Trauma represents a specific childhood-correlated postoperative risk factor after keratoplasty. Younger patients can be more exposed to traumatic accidents with consequent wound dehiscence or intraocular bleeding. Lamellar keratoplasty presents more resistance against wound dehiscence than penetrating keratoplasty, and it is recommended for such patients [21].

The best age to perform the surgery is still a matter open to discussion. In some studies, the age of patients at the time of surgery significantly influenced the graft survival [4, 22], whereas in others this correlation was not statistically significant [3, 17].

In our study, when we grouped patients by age, children older than 5 years have shown a statistically significant better graft outcome than younger ones. Similarly, Aasuri et al. [4], Hong et al. [22] and Lowe et al. [23] have shown a worse graft survival for children younger than 5 years. A more active immune system has long been suggested as the main reason for the increased rate of rejection observed in younger recipients [24]. Recently Scwartzkopff et al. [25] reported an animal model of keratoplasty that mimics the faster graft failure in children. They observed that CD161 + NK/NKT cells may be key players in corneal graft rejection in young patients, although additional developmental disorders generally represent poor prognostic

factors, suggesting an involvement of the innate immune system in this process [22]. Our findings confirm the main role of immunology in the higher graft failure rate observed in children since a preoperative disease condition seems not influence the failure rate of eyes younger than or equal to 5 years.
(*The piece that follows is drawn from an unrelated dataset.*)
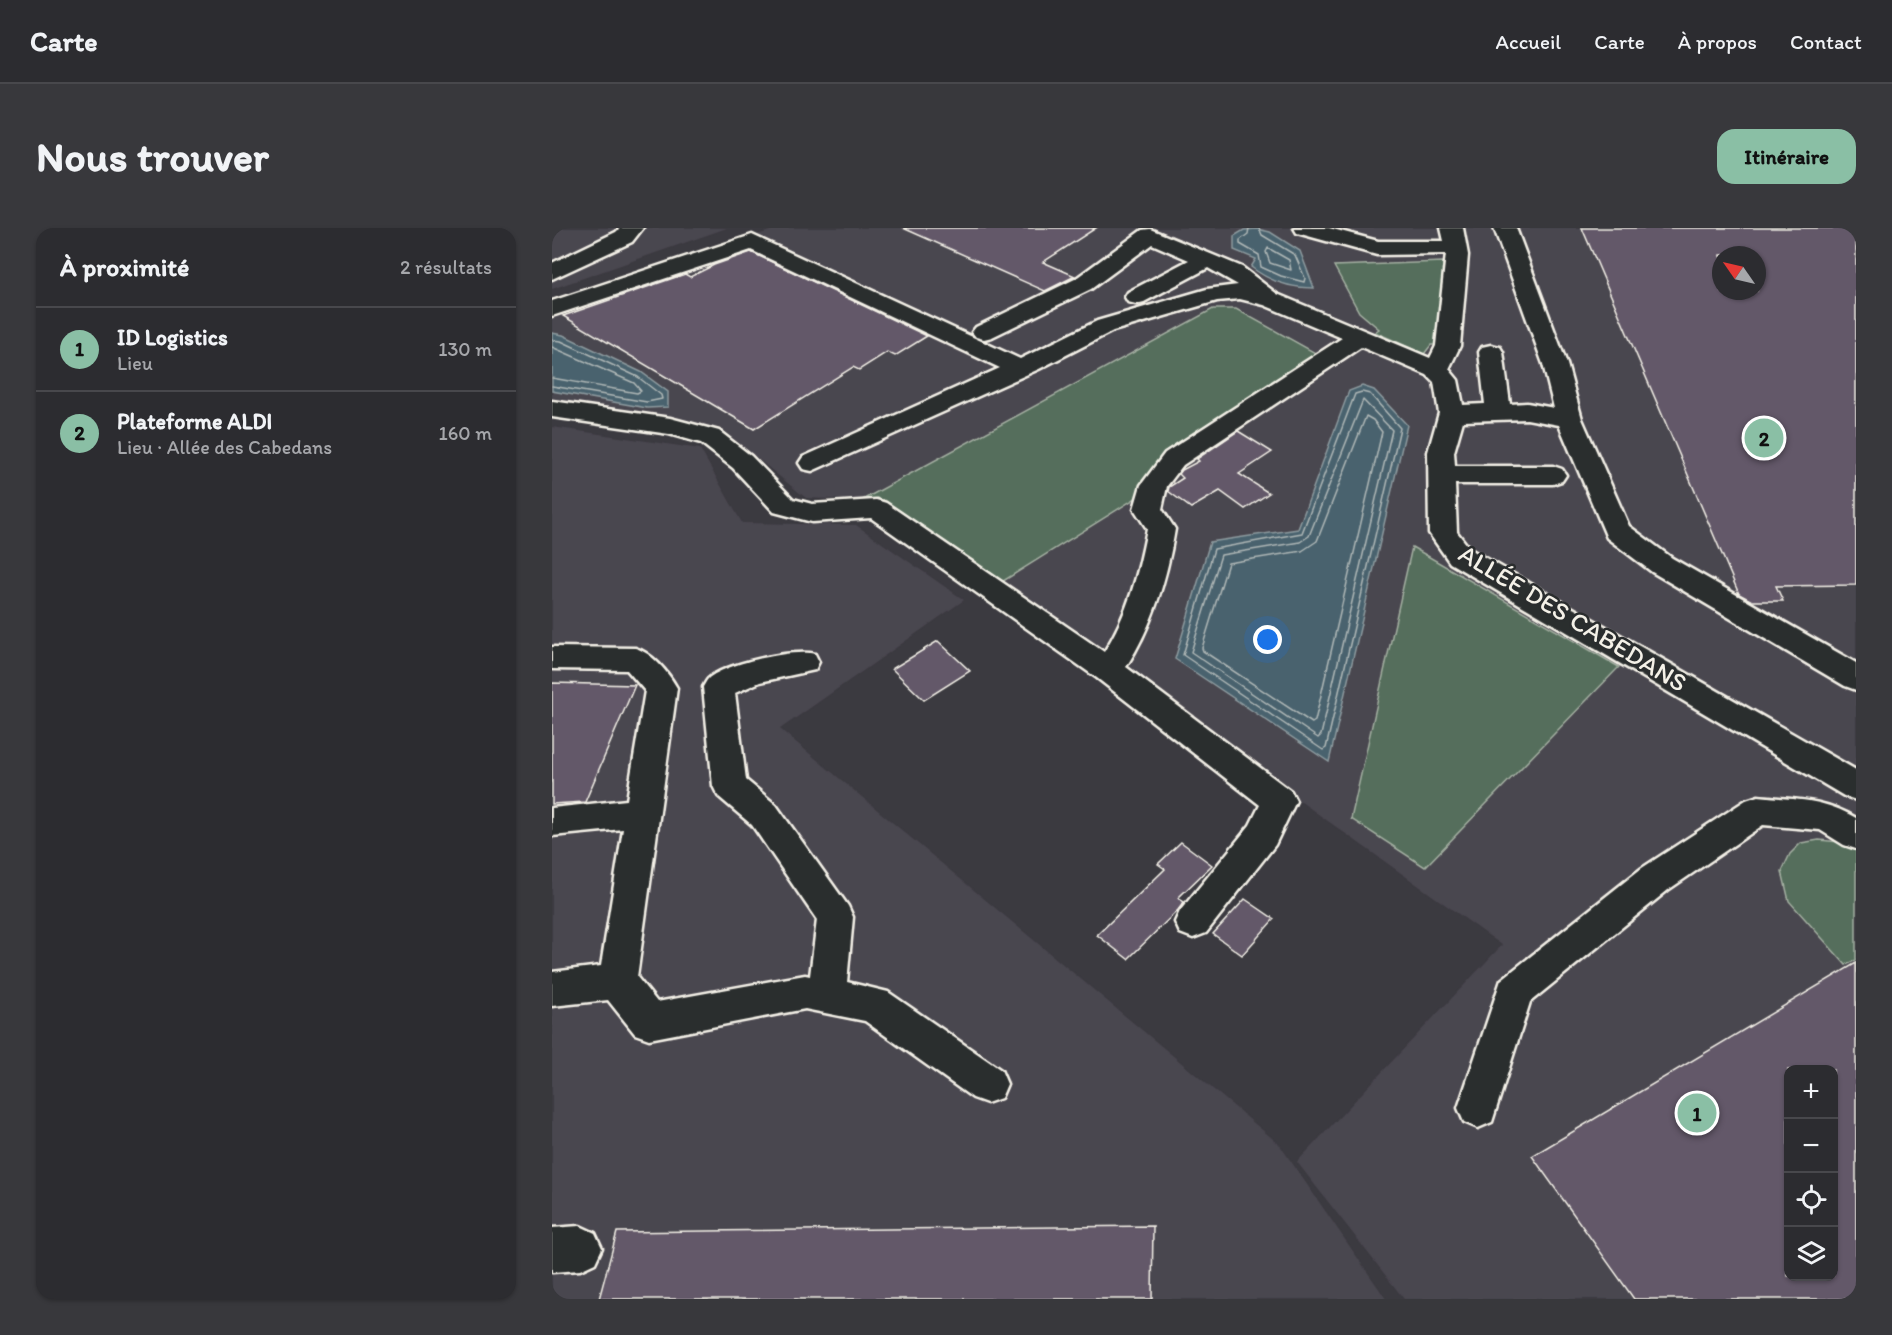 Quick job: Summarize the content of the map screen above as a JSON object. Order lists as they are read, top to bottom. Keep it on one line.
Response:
{"streets":{"street":["ALLÉE DES CABEDANS"]},"north":"top left","page":{"header":"Carte","nav":["Accueil","Carte","À propos","Contact"],"buttons":"Itinéraire","title":"Nous trouver","heading":["À proximité","2 résultats"],"list":[{"mark":"1","name":"ID Logistics","note":"Lieu","value":"130 m"},{"mark":"2","name":"Plateforme ALDI","note":"Lieu · Allée des Cabedans","value":"160 m"}],"pins":["2","1"],"map_buttons":["+","−"]}}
Then, in our opinion, the surgeons should always consider the risk-benefit profile of paediatric corneal transplantation before proceeding.

However, considering how the recipient age has affected the graft failure rate in our sample, it must be noted that patients younger than 5 years old were affected by congenital glaucoma or acquired diseases (different from keratoconus), whereas children older than 5 were mainly affected by keratoconus. The different prevalence of keratoconus, which usually provides better surgical results, could have introduced a selection bias, and overestimated the favorable outcome in younger patients.

In order to explore whether DALK procedure can provide advantages over PK surgery, we first analyzed the differences in the whole sample and then in two subgroups of patients of ≤5 and >5 years of age, respectively. DALK procedure have shown a better graft failure outcome in the first comparison but in both subgroup analyses no statistically significant differences were found between PK and DALK; nevertheless, in both subgroups the percentage of graft failure was reduced in patients treated with DALK procedure.

In the analysis involving younger patients (≤5 years) the DALK group included only four cases, and this could have reduced the power of the statistical analysis, whereas in the >5 year subgroup the cases treated were 18 for PK and DALK with more comparable pre-operative clinical corneal conditions. Our data, therefore, suggest that DALK could also improve clinical outcomes and decrease the graft failure percentage [5] in child populations. However, the extensive corneal involvement, mainly observed in congenital diseases, does not recommend DALK as the usual “first surgical option” in paediatric keratoplasty to prevent deprivation deep amblyopia.

We decided to statistically evaluate the effect of age and surgery technique on graft failure, despite the analysis presenting some limitations and, consequently, suggesting a cautious interpretation of the results. Specifically, the diseases included in the compared groups were different and, thus, greater homogeneity of the pre-operative conditions should be required to obtain reliable results less affected by selection bias. Such limitations and the relatively brief follow-up, however, are the same limits of other similar studies due to the special features of paediatric patients [2, 3, 9].

In conclusion, our paper presents a large series of paediatric keratoplasties and might suggest the need for multicentre studies to improve surgical strategy, better management of risk factors to improve graft survival, and specific visual rehabilitation pathways to improve visual outcomes.